**Brief**
Everything in the listing below should be repeated verbatim, apart from the pictures.
☆ ☆ ☆
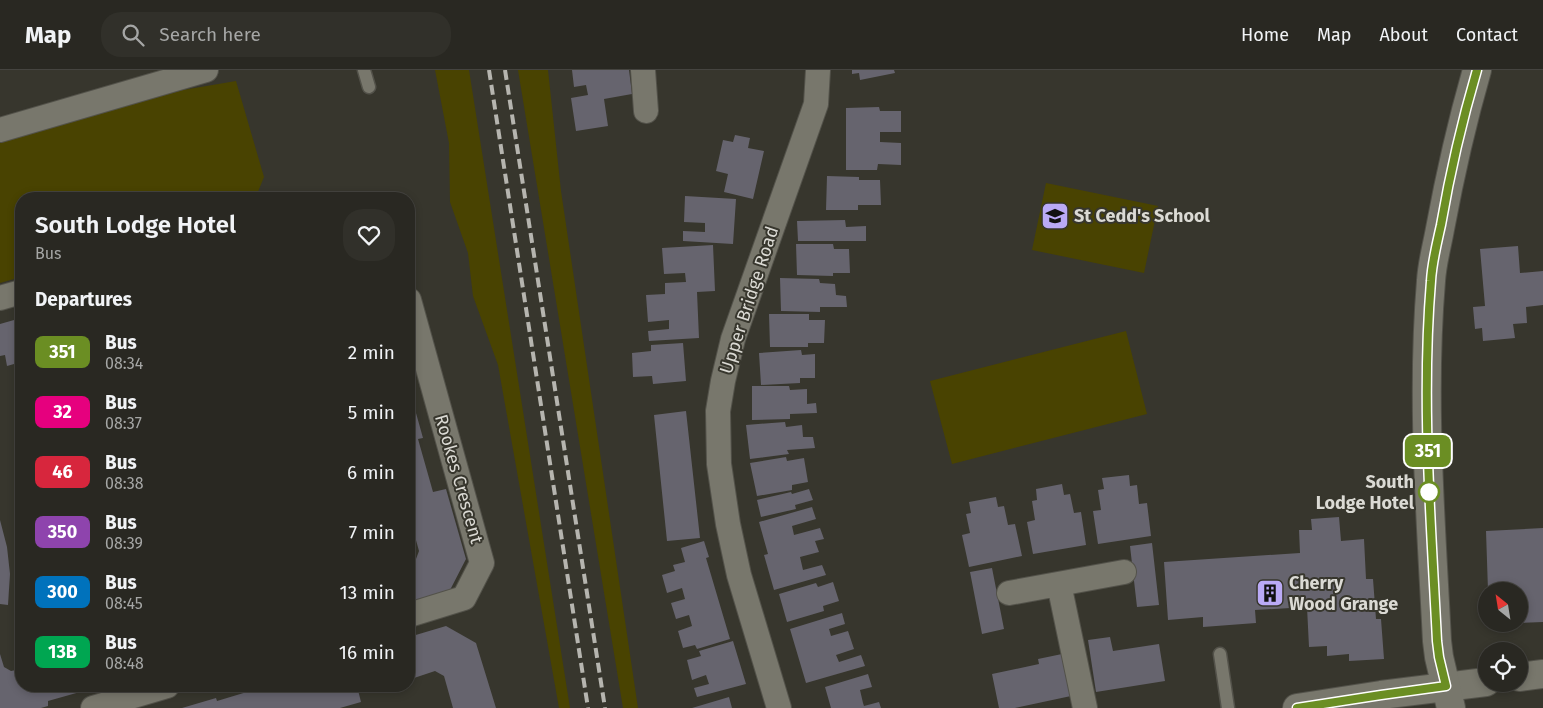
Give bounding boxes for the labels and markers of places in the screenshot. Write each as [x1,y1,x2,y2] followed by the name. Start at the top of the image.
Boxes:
[1040,201,1070,231] school or university icon: St Cedd's School
[1074,205,1210,227] place label: St Cedd's School
[1316,471,1415,514] place label: South Lodge Hotel
[1418,481,1440,503] marker: South Lodge Hotel
[1289,572,1398,615] place label: Cherry Wood Grange
[1255,578,1285,608] building icon: Cherry Wood Grange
☆ ☆ ☆
**Task solution**
Give bounding boxes for the labels and markers of places in the screenshot. Write each as [x1,y1,x2,y2] followed by the name. Start at the top of the image.
Boxes:
[1040,201,1070,231] school or university icon: St Cedd's School
[1074,205,1210,227] place label: St Cedd's School
[1316,471,1415,514] place label: South Lodge Hotel
[1418,481,1440,503] marker: South Lodge Hotel
[1289,572,1398,615] place label: Cherry Wood Grange
[1255,578,1285,608] building icon: Cherry Wood Grange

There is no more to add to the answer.